L’abrogation du 87 bis, qui induira la hausse des salaires de centaines de milliers de travailleurs à partir de janvier prochain, constitue un retour à l’avant-ajustement structurel.
On le sait aujourd’hui, les injonctions du FMI sont à l’origine de la réduction des salaires des smicards via l’institution en 1997 de l’article 87 bis. Sa suppression prévue par la loi de finances 2015 a été tardive.
On a mis plus de dix ans pour y remédier en dépit de l’aisance financière des années 2000. Le tassement des salaires a donc longtemps duré. Mais en mettant fin à cette injustice sociale, on n’aura pas pour autant réglé le problème de la cohérence de la grille des salaires de la Fonction publique où le nivellement par le bas est consacré. En effet, la grande majorité des fonctionnaires touchent des salaires de misère. Un effet d’un système salarial et d’une économie guère orientée fondamentalement sur la productivité et la performance.
D’abord, l’abrogation du 87 bis ouvre un chantier, des négociations âpres pour redéfinir le SNMG, déterminer les primes et indemnités entre le gouvernement, l’UGTA et le patronat. Tous les chiffres étalés sur la presse sur le niveau de la hausse des salaires, son champ d’application et son impact financier restent des supputations. Tant qu’un accord global n’est pas trouvé entre les trois parties. L’automne 2015 sera donc une saison chaude en Algérie.
En ce sens, différents experts et plusieurs représentants du patronat appellent à une réflexion globale. En un mot, il convient de ne pas limiter le débat à uniquement une redéfinition du SNMG, à une hausse des salaires des travailleurs.

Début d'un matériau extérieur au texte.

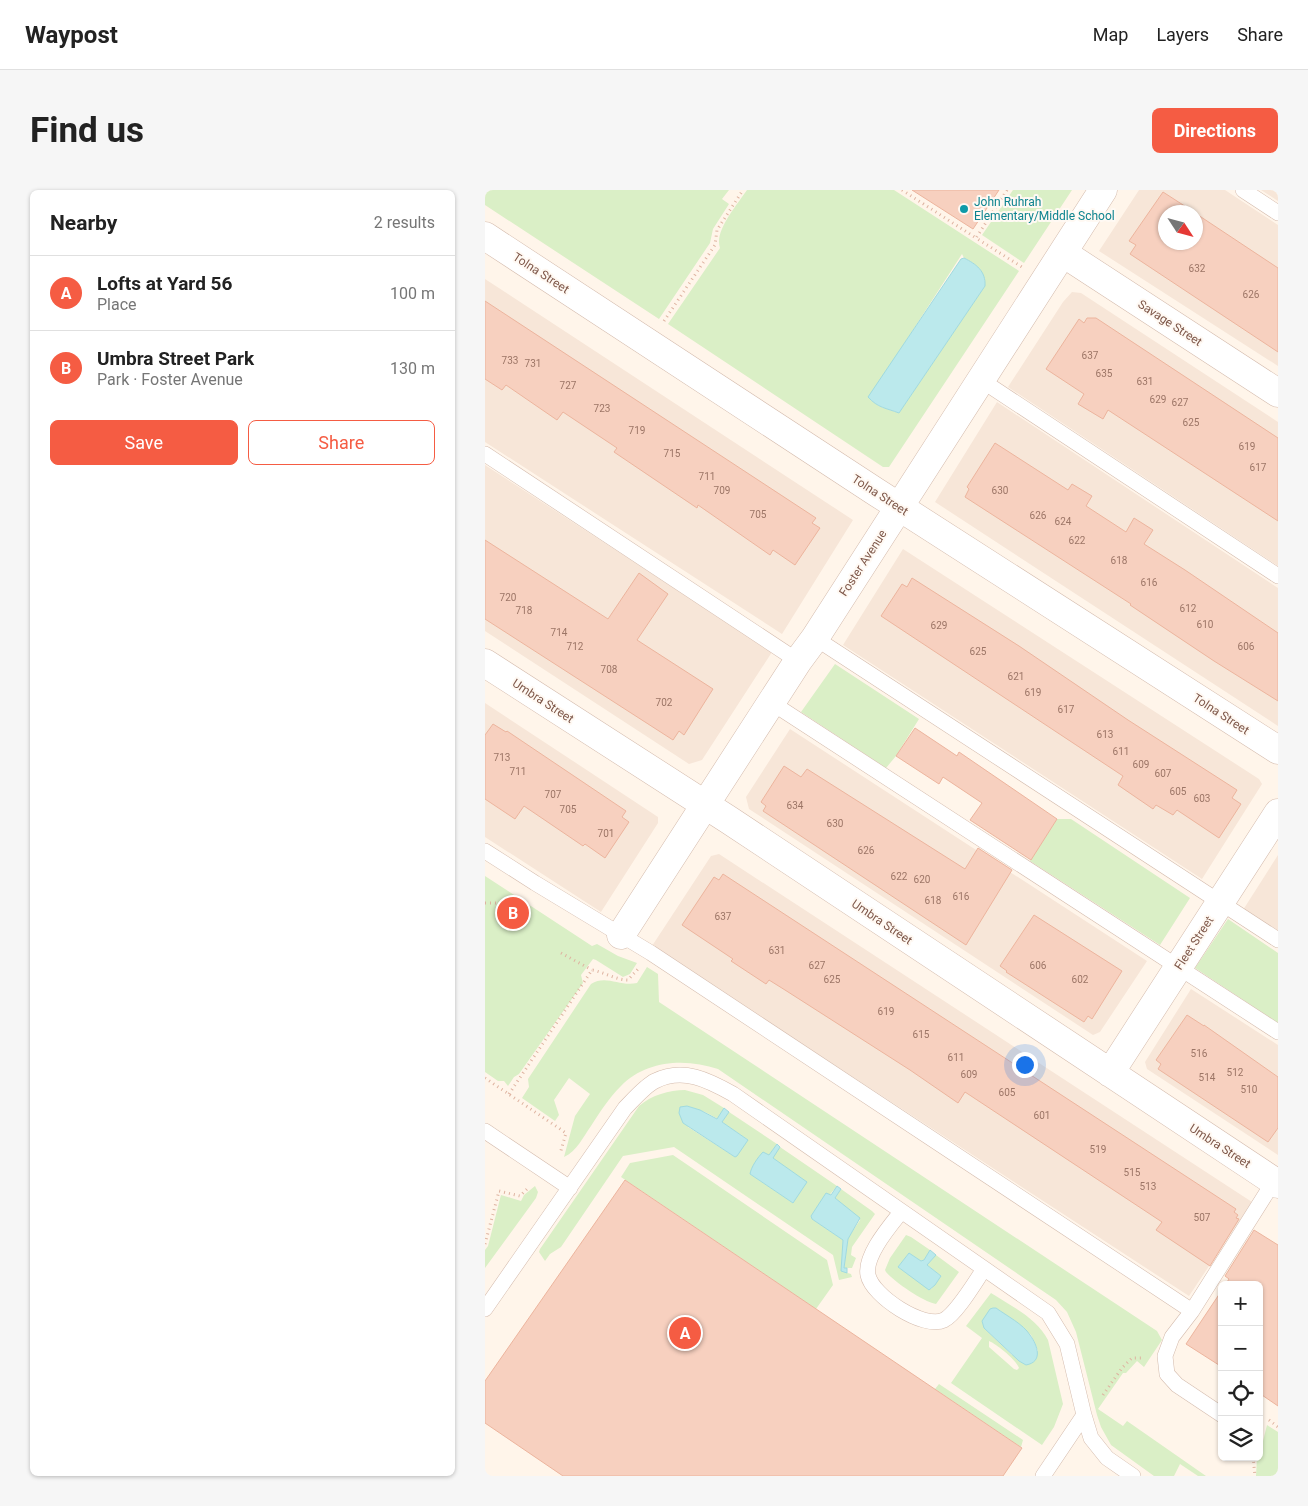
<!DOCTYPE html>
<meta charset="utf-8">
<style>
:root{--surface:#fff;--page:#f6f6f6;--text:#222;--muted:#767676;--line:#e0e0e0;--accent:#f55c43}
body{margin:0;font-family:Roboto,sans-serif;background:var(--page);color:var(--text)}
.controls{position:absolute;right:15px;bottom:15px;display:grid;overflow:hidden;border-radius:8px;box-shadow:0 1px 4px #0004}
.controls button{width:45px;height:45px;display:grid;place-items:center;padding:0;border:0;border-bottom:1px solid var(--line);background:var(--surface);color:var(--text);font:25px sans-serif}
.compass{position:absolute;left:673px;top:15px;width:45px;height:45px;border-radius:50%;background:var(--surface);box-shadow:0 1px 4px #0004;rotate:126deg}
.you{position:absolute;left:539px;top:874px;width:18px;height:18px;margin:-12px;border:4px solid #fff;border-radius:50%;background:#1a73e8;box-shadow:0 0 0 8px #1a73e833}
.badge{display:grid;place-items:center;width:32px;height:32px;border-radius:50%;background:var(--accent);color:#fff;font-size:16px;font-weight:700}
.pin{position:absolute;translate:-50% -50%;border:2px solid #fff;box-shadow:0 1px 5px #0006}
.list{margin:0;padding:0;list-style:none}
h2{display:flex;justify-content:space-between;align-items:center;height:65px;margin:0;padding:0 20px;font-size:21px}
h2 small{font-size:16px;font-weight:400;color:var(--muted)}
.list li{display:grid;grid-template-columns:32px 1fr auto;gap:15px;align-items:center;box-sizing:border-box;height:75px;padding:0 20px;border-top:1px solid var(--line)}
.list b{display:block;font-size:19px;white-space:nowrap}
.list p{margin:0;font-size:16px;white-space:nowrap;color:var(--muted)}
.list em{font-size:16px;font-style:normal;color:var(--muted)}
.actions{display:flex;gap:10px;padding:15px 20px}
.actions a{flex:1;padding:11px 0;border:1px solid var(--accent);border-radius:8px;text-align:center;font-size:18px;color:var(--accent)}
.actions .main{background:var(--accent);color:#fff}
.icon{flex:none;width:28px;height:28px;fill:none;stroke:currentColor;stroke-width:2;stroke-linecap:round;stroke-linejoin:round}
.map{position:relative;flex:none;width:793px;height:1286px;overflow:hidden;border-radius:8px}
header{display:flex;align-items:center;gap:30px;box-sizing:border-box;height:70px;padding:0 25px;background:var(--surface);border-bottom:1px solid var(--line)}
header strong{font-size:24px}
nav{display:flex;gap:28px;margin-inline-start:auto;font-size:18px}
.intro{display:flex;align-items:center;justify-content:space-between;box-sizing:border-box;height:120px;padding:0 30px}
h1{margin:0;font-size:35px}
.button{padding:12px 22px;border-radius:8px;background:var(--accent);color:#fff;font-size:18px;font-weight:700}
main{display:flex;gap:30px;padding:0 30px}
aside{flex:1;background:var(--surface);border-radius:8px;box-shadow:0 1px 4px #0004}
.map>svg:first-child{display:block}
.residential{fill:#f7e6d8;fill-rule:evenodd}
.green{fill:#daefc6;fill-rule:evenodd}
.water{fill:#bbe9ec;stroke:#a0dadf}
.building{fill:#f7d0bf;stroke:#ecb49d}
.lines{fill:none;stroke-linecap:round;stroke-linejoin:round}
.lane-casing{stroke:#d4bbad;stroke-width:16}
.street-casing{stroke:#d4bbad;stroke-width:29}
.path{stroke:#deb3a0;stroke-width:3;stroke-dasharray:1 4;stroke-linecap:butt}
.lane{stroke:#fff;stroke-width:15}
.street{stroke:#fff;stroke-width:28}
.culture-dot{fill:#0f9aa8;stroke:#fff9f3;stroke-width:2}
.labels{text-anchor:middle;stroke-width:4;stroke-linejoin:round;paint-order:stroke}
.number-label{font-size:10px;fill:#9c7566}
.culture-label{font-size:12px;fill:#0d838f;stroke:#fff9f3;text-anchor:start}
.street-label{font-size:12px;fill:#7e5749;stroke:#fff9f3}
</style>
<header>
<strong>Waypost</strong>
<nav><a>Map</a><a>Layers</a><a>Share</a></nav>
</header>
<div class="intro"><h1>Find us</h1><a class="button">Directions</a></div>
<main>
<aside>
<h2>Nearby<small>2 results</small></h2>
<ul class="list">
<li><span class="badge">A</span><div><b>Lofts at Yard 56</b><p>Place</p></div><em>100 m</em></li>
<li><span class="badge">B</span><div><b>Umbra Street Park</b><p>Park · Foster Avenue</p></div><em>130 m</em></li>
</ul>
<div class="actions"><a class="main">Save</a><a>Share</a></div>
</aside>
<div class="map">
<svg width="793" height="1286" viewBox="0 0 793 1286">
<rect width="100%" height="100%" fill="#fff5ea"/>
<path class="residential" d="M654,0H740L793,35V176L614,61ZM681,22H711V52H681Z
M776,0H793V11Z
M0,89L368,330L297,444L0,252Z
M587,102L596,103L793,232V376L523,197L578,112Z
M512,212L793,398V536L450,312Z
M0,275L287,462L217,570L204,574L0,441Z
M418,359L774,589L777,594L717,689L358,455Z
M0,513L173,627V633L116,722L0,647Z
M305,539L662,771L615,842L608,845L264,619L261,607Z
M234,664L767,1012L704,1106L167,756L226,666Z
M793,665V742L758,720Z
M706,799L793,855V965L662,879L660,872Z"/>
<path class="green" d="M0,0H244L237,9L244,14L228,39L225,53L174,129L0,15Z
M262,0H409L534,81L404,277H398L183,134L235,58C229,41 252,15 262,0ZM477,64L479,68C490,73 501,82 500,96L414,223C402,219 392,217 384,208Z
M528,0H587L539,73L497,45Z
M350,474L434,529L411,566L401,578L316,522Z
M572,629H586L705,708L675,755L545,671Z
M0,686L107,756L112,754L133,766L152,773L145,784L138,787L111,770L108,769L96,785L98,793L34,884L29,887L23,896L19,891H13L0,882Z
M743,729L793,763V833L710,778Z
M162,777L173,784L174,812L672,1141L677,1150L659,1177L652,1171L641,1183H638L613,1219L638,1236L642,1231L721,1286H713L695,1274L689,1286H669L626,1255L616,1237L612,1225L591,1142L582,1122L571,1110L233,879C201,868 161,870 136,896C124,908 115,922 106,936C98,947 92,961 79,967L90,926L105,904L84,888L69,910L74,925L70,931L37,908L44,897L43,889L106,794C121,784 135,797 152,793Z
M200,900L218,905L239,918L233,929L220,922L202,916L203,937L250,967L263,950L237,932L244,922L292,954L284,965L265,984L308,1013L320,991L287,968L295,957L352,996L326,1027L327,1029L358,1050L356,1081L366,1084L367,1087L354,1090L348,1065L189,957L138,966L76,1057L65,1064L60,1071L54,1062L55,1059L154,916C167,905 184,900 200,900Z
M188,965L342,1070L348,1095L331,1119L136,987L145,973Z
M50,996L53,1002L51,1008L0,1078V1060L3,1056L16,1005L36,1011L39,1005Z
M356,999L387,1021L390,1024L367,1057L366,1065L371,1068L367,1078H359L363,1048L375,1030L350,1008Z
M421,1045L426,1047L445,1060L439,1070L436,1071L424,1063L413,1077L446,1099L456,1086L442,1075L451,1065L474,1082L451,1114C437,1111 411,1093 401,1082L400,1080L405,1068Z
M506,1103C526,1116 552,1128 563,1150L578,1214L569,1237L557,1255L466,1193L497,1148L481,1136ZM511,1118L541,1141L546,1145L553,1161L527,1165L499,1138L497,1131ZM504,1151C512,1154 532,1171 534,1178L532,1180L529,1179L504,1157Z
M454,1194L538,1250L536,1257L450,1199Z
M782,1235L793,1242V1286H771L772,1267H774Z"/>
<path class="water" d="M479,68C491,74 501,81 500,96L414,223C401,218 393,218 383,207L476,69Z
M202,916L215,920L232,929L239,918L244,922L237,932L263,950L252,966L250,967L198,933L194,923L195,917Z
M292,954L295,957L288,968L322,992L308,1013L265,984C266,977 273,967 278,962L284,965Z
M352,996L356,999L350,1008L375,1028L363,1049L359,1078H362V1083L356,1081L358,1050L327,1029L326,1026L341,1003L346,1005Z
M445,1060L451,1065L442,1075L456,1086L450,1095L444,1100L413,1077L424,1063L436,1071L439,1070Z
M508,1118H511C522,1126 538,1134 545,1145C553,1156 558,1172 541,1175L534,1171L499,1138L497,1131L505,1119Z"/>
<path class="building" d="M427,0H514L488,39Z
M678,2L709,22H680V52H710V23L793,78V162L645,64L651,55L644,51Z
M0,111L331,328L327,333L335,338L310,375L288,360L285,365L213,315L212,318L129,262L132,258L78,222L72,230L21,195L17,200L0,189Z
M602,128H611L793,248V331L623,220L618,229L593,214L599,204L561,179L594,129L599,133Z
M510,253L583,300L587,294L607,306L601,316L641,342L649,328L668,340L659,354L700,380L793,443V511L729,471L645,415L646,414L480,307L484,299L482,297Z
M0,350L123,429L154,383L183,404L152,450L228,499L199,545L194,541L188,550L0,429Z
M427,388L534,456L643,530L752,600L747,608L756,614L734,648L692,620L688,625L671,615L668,619L633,595L638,586L396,426L417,394L422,397Z
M8,534L21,542L22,541L141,621L137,627L144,632L120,668L100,654L98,656L39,616L30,629L0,609V545Z
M430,538L472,566L474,562L572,629L546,670L485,630L497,613L458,587L454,594L411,566Z
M299,576L316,587L322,579L480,679L493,658L527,680L481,755L278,621L281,616L276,612Z
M238,684L751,1019L749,1022L753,1025L751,1028L754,1029L725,1076L671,1040L677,1032L480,902L473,913L425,880L300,800L284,790L281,794L246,771L248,769L197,735L229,687L234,690Z
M549,725L637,781L607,829L603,826L599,832L521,782L522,781L515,776Z
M702,825L719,836V835L793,887V938L783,952L673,879L676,874L671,870Z
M140,990L537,1258L518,1286H78L0,1233V1191Z
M769,1040L793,1055V1216L774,1203V1095H740L744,1089L740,1086Z
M737,1100V1177L701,1154Z"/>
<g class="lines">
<g class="lane-casing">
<path id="lane" d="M758,0L793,23
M496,190L793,386
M0,264L313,471
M330,448L793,750
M287,513L793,842
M0,661L50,693L166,763L707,1121
M0,941L85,998
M416,1022C405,1036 379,1066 383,1085C387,1106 439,1140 459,1130C472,1123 490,1092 499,1079
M0,1119L140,918C148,910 160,896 170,891C198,877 223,890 248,904L563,1123L582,1154L599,1225L606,1248L622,1268L648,1286
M737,1225L692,1195L682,1184L680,1166L687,1147L707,1121L789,991
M558,1286L599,1225"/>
</g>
<g class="street-casing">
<path id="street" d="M0,46L391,302L793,560
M578,63L793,203
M0,473L244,630L793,994
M136,745L313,471L330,448L618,0
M625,883L793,623"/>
</g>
<path class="path" d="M417,0L491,48
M522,0L491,48L537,77
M179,131L230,55L232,40L258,0
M0,713H34L36,710
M76,763L107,780
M0,888L81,943L75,964
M24,904L107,780C119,782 131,790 143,790L153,779
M0,1054L14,1001L35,1006L44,997
M618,1205L637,1178L647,1168H659
M784,1230L793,1237
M768,1267L770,1286"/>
<use href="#lane" class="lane"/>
<use href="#street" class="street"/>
</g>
<circle class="culture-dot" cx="479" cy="19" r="5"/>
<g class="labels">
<g class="number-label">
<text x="712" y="82">632</text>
<text x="766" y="108">626</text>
<text x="605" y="169">637</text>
<text x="25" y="174">733</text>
<text x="48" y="177">731</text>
<text x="619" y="187">635</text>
<text x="660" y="195">631</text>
<text x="83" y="199">727</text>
<text x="673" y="213">629</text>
<text x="695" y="216">627</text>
<text x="117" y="222">723</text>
<text x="706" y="236">625</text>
<text x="152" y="244">719</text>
<text x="762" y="260">619</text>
<text x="187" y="267">715</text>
<text x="773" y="281">617</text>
<text x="222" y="290">711</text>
<text x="237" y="304">709</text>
<text x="515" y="304">630</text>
<text x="273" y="328">705</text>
<text x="553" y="329">626</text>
<text x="578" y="335">624</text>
<text x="592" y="354">622</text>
<text x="634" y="374">618</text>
<text x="664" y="396">616</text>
<text x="23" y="411">720</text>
<text x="703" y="422">612</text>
<text x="39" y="424">718</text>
<text x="720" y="438">610</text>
<text x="454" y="439">629</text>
<text x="74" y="446">714</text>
<text x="90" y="460">712</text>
<text x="761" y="460">606</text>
<text x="493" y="465">625</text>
<text x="124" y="483">708</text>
<text x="531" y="490">621</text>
<text x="548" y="506">619</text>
<text x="179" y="516">702</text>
<text x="581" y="523">617</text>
<text x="620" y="548">613</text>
<text x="636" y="565">611</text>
<text x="17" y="571">713</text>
<text x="656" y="578">609</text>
<text x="33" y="585">711</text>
<text x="678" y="587">607</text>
<text x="693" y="605">605</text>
<text x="68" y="608">707</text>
<text x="717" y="612">603</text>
<text x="310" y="619">634</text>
<text x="83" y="623">705</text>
<text x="350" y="637">630</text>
<text x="121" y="647">701</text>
<text x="381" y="664">626</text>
<text x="414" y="690">622</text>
<text x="437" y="693">620</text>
<text x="476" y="710">616</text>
<text x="448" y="714">618</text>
<text x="238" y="730">637</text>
<text x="292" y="764">631</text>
<text x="332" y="779">627</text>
<text x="553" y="779">606</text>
<text x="347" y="793">625</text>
<text x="595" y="793">602</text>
<text x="401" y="825">619</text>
<text x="436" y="848">615</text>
<text x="714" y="867">516</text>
<text x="471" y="871">611</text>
<text x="750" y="886">512</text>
<text x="484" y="888">609</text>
<text x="722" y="891">514</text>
<text x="764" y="903">510</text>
<text x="522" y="906">605</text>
<text x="557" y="929">601</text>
<text x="613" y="963">519</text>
<text x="647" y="986">515</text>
<text x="663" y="1000">513</text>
<text x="717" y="1031">507</text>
</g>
<g class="culture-label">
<text x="489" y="16">John Ruhrah<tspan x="489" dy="14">Elementary/Middle School</tspan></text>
</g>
<g class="street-label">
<text transform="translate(56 83) rotate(33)" y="4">Tolna Street</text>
<text transform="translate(685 133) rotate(33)" y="4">Savage Street</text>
<text transform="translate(395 305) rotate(33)" y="4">Tolna Street</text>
<text transform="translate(378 373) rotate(-57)" y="4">Foster Avenue</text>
<text transform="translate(58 511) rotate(33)" y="4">Umbra Street</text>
<text transform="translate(736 524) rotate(33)" y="4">Tolna Street</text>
<text transform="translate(397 732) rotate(34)" y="4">Umbra Street</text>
<text transform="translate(709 753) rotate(-57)" y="4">Fleet Street</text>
<text transform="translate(735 956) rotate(33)" y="4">Umbra Street</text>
</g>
</g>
</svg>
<div class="controls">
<button>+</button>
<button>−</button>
<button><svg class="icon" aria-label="locate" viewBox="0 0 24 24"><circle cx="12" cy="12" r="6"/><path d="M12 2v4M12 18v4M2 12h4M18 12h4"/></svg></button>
<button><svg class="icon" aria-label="layers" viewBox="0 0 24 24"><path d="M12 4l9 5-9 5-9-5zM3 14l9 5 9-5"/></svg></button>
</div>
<svg class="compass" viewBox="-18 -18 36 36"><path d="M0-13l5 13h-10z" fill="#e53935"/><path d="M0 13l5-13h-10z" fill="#767676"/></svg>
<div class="you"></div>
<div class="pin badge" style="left:200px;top:1143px">A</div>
<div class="pin badge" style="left:28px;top:723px">B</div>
</div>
</main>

Mais à une politique des ressources humaines qui placent la formation continue, le mérite, la compétence, la productivité au centre de l’évolution des carrières. L’Algérie récoltera les fruits de cette orientation par un meilleur niveau de croissance, un rythme soutenu d’investissements et une meilleure qualité de services.
On servirait alors dans notre pays des salaires décents à la grande majorité des travailleurs. Tout cela invite à repenser la grille des salaires de la Fonction publique en liant les rémunérations aux résultats individuels et collectifs à travers des objectifs de performance mesurables. Pour le secteur économique, les salaires, primes et indemnités devraient être le fruit de négociations entre l’employeur et le syndicat d’entreprise. Mais là également pour garantir l’essor des entreprises et partant du développement du pays, le calcul du salaire devrait être lié à la performance individuelle et à la réalisation des objectifs. L’évolution de carrière devrait être rapide pour favoriser l’émulation, la motivation et le sens de l’initiative. Au final, les pays et les entreprises qui appliquent ces politiques réalisent les meilleurs résultats.
L’Algérie, à l’exception de quelques grandes entreprises, une minorité de PME, et une partie des compagnies étrangères qui y sont implantées, est loin de ces pratiques de gestion performante des ressources humaines. La hausse des salaires induite par l’abrogation du 87 bis touchera à partir de janvier prochain une grande partie des fonctionnaires. L’UGTA estime l’augmentation entre 5 et 10%. Plus précisément, le relèvement des rémunérations ne concernera pas les hauts salaires. Elle bénéficiera aux fonctionnaires qui sont classés dans les basses catégories et qui touchent moins ou autour de 18 000 dinars.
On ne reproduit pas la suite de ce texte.